Five new projects are slated to come onstream in 2017, of which two have already started production in the Pearl River Mouth Basin in the South China Sea: Penglai 19-9, and Enping 23-1 in January.
Two other offshore projects set to start production this year are phase two of the Weizhou 12-2 oilfield project offshore China; and the BD gas field offshore Indonesia. The fifth project is Hangingstone, onshore Canada. In addition, the company currently has nearly 20 projects that are under construction.
During 2017, CNOOC also has its sights set to drill 126 exploration wells and acquire some 13,000sq km of 3D seismic data.
Capital expenditure has been set in the range of $8.7 billion (RMB 60 billion) to $10.2 billion (RMB 70 billion), with the bulk allotted for development (66%). About 18% will be allotted for exploration, and 15% for production.

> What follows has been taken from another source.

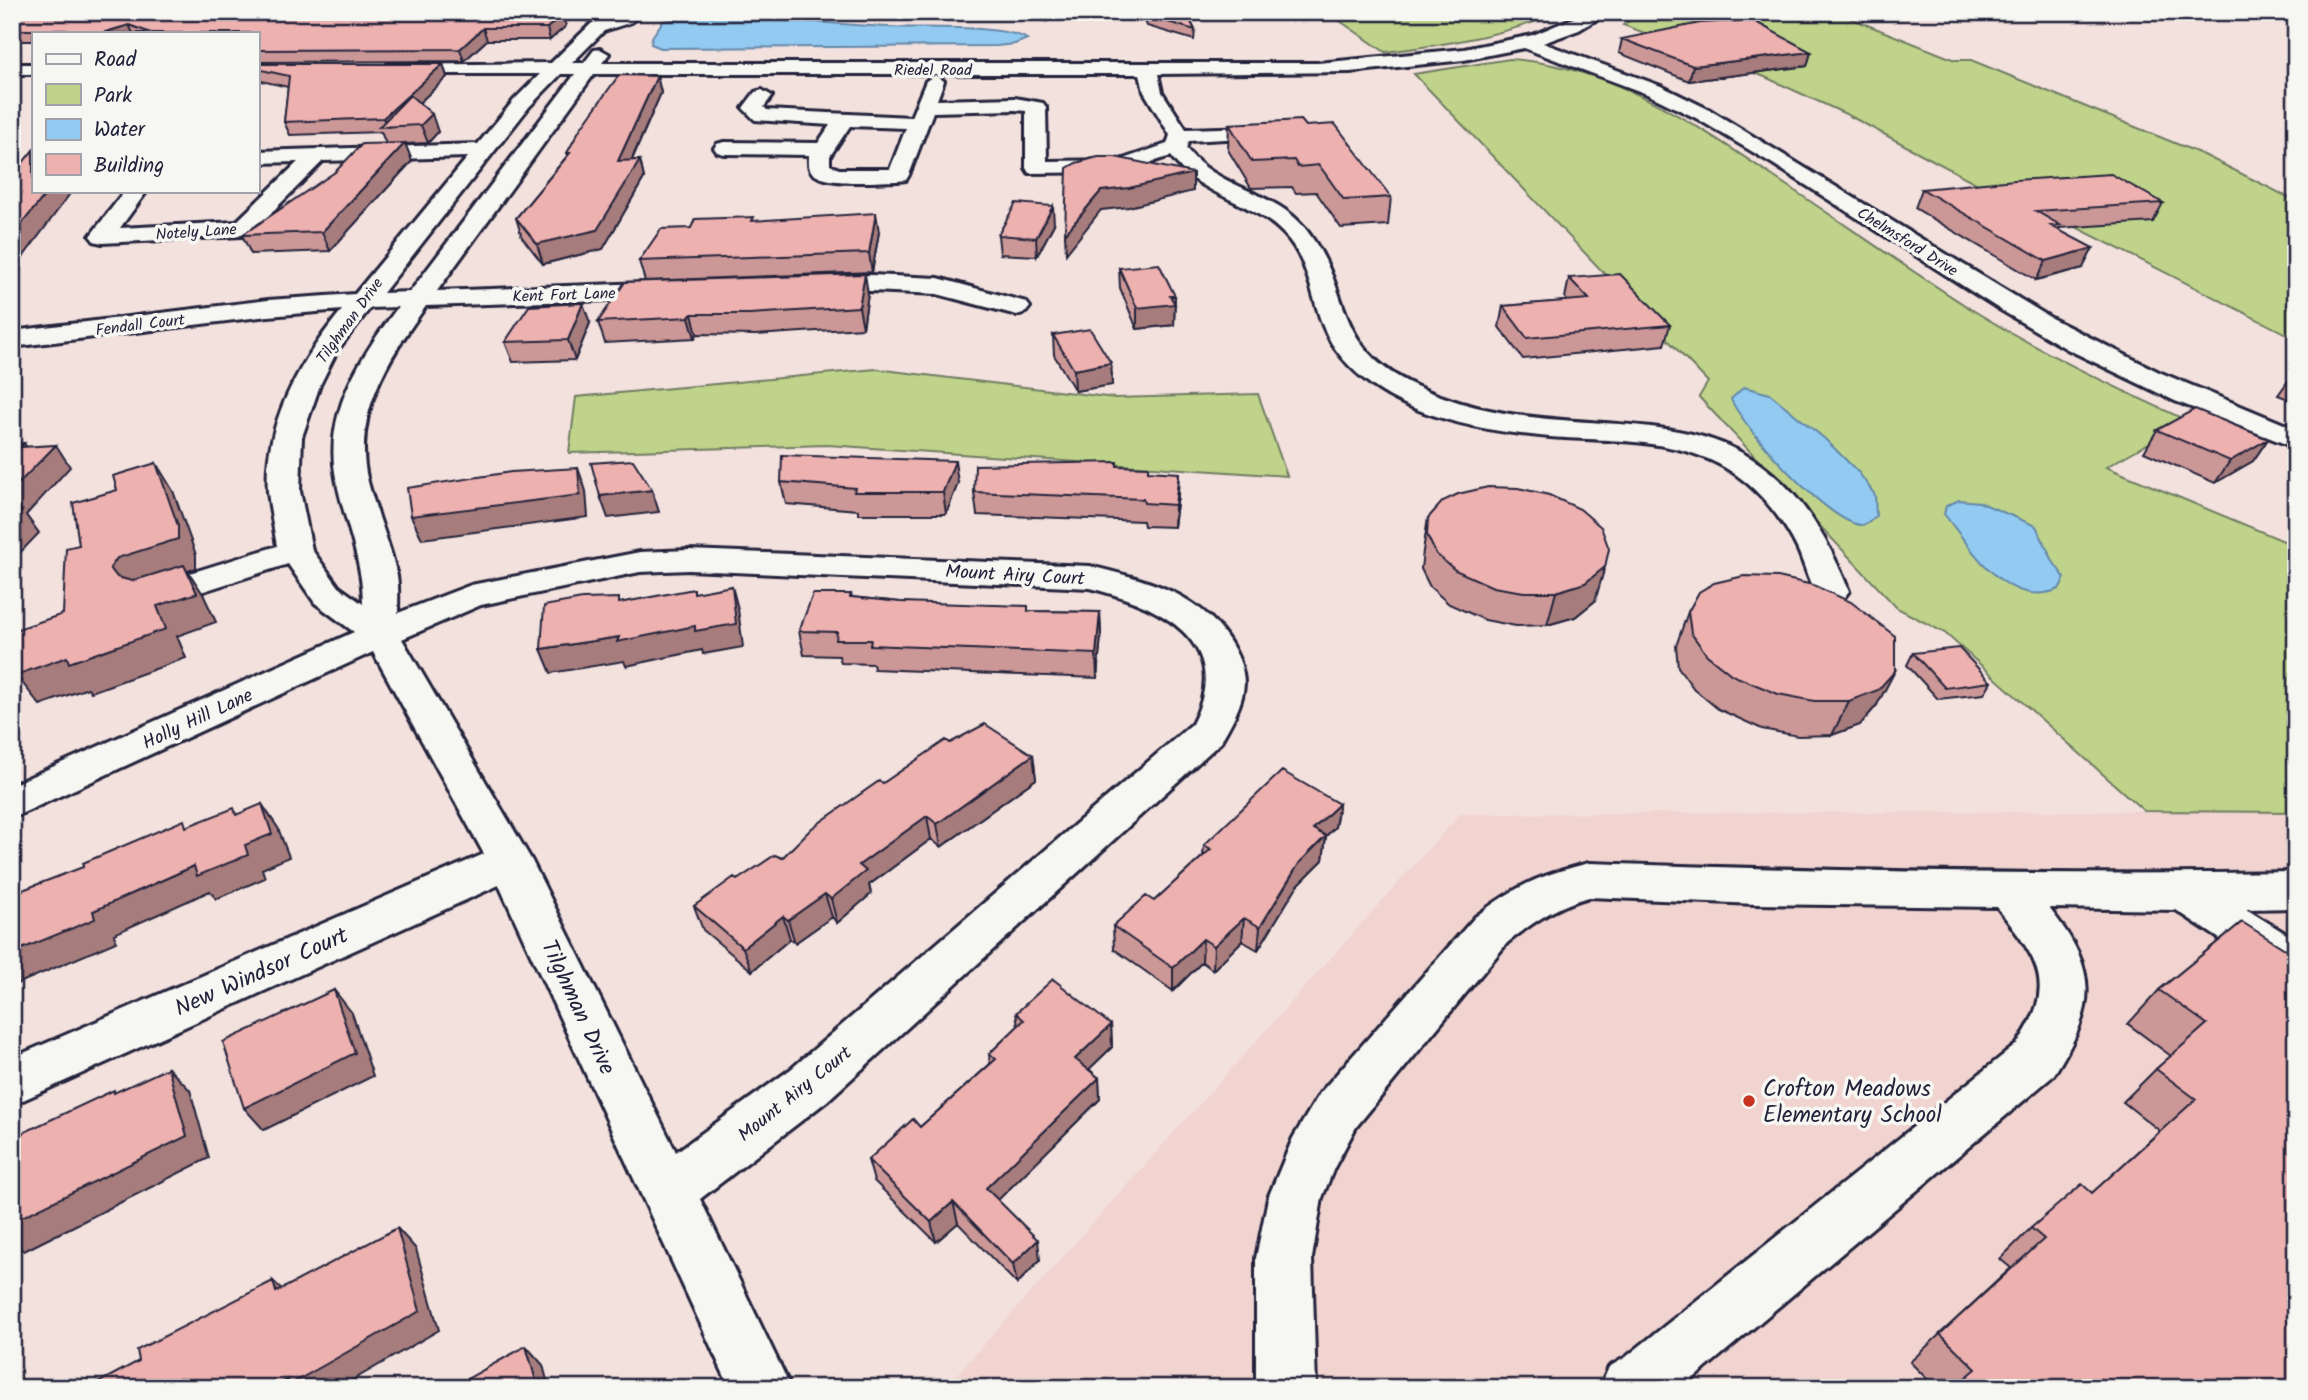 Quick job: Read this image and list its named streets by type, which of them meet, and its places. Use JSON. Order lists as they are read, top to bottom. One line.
{"streets":{"street":["Riedel Road","Notely Lane","Chelmsford Drive","Kent Fort Lane","Tilghman Drive","Fendall Court","Mount Airy Court","Holly Hill Lane","New Windsor Court"]},"crossings":[["Riedel Road","Chelmsford Drive"],["Riedel Road","Tilghman Drive"],["Kent Fort Lane","Tilghman Drive"],["Kent Fort Lane","Fendall Court"],["Tilghman Drive","Fendall Court"],["Tilghman Drive","Mount Airy Court"],["Tilghman Drive","Holly Hill Lane"],["Tilghman Drive","New Windsor Court"],["Mount Airy Court","Holly Hill Lane"]],"places":["Crofton Meadows Elementary School"],"legend":["Road","Park","Water","Building"]}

“We will maintain prudent financial policy and improve capital efficiency in response to the continued challenge posed by low oil prices. Also, we will optimize the company’s asset portfolio and focus on return to make steady progress in all businesses,” says Yuan Guangyu, CNOOC president.
“In 2017, we will balance both short-term and mid to long-term development, pursue quality growth, increase profitability-oriented production volume in order to bring better return for our investors,” says Yang Hua, CNOOC chairman and CEO.